This Blueprint idea introduces a new kind of value, what I call “longevity value”. Longevity value measures actions according to whether they extend or degrade the biological systems that sustain life. It asks whether the choices we make as individuals and as civilizations increase our capacity to repair damage, maintain health, and extend the horizon of survival. Seen from this perspective, many of the incentives of modern civilization appear strangely inverted. We reward activities that maximize financial output while neglecting the biological systems that make life possible. Blueprint is not just an optimization experiment. Blueprint is an attempt to map the feasible region of human survival, identifying the constraints under which entropy can be minimized and life can be extended.

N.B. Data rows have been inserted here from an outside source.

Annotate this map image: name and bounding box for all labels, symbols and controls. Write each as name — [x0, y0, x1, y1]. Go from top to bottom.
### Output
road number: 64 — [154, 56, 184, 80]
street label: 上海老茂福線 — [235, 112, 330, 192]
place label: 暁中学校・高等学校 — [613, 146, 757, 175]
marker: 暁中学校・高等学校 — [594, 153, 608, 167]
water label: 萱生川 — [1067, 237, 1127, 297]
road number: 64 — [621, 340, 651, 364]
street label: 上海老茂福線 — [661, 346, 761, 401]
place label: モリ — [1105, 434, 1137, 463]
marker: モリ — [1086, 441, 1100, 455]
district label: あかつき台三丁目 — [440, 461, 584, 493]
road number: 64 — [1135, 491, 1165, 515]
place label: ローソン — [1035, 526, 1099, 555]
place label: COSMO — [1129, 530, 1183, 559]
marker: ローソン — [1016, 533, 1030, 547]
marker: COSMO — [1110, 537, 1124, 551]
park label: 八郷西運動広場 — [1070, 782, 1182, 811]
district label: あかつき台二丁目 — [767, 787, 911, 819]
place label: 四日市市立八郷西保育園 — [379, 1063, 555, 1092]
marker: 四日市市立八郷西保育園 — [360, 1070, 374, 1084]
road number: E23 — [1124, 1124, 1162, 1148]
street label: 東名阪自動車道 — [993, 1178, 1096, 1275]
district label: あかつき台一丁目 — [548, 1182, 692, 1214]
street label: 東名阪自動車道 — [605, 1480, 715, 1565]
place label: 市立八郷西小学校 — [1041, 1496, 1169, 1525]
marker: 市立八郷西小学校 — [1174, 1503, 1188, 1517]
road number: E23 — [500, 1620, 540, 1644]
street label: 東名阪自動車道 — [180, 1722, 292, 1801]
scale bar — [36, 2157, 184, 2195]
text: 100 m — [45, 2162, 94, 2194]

At the same time, another transformation is unfolding. Artificial intelligence is rapidly changing the structure of the global economy. Systems capable of analyzing massive datasets, generating software, designing molecules, and coordinating complex networks are beginning to automate forms of labor that once defined entire professions. Entire sectors of white-collar work may disappear as intelligent machines become capable of performing them more efficiently. Tasks centered on documentation, analysis, and routine decision-making are increasingly vulnerable to automation. This transition will challenge long-standing assumptions about work, productivity, and identity. For centuries, human worth has been tied to economic productivity. In a world where machines perform an increasing share of cognitive labor, the connection between work and value becomes less clear. Humanity may soon be forced to reconsider what value actually means. This disruption, though destabilizing, contains an opening. As machines absorb cognitive labor, the Autonomous Self becomes possible, a person no longer primarily defined by economic productivity, but freed to direct attention toward what matters most: the preservation and extension of life itself. For the first time in history, automation may liberate human energy for the longest project of all. The question is whether civilization will recognize this opening before it closes.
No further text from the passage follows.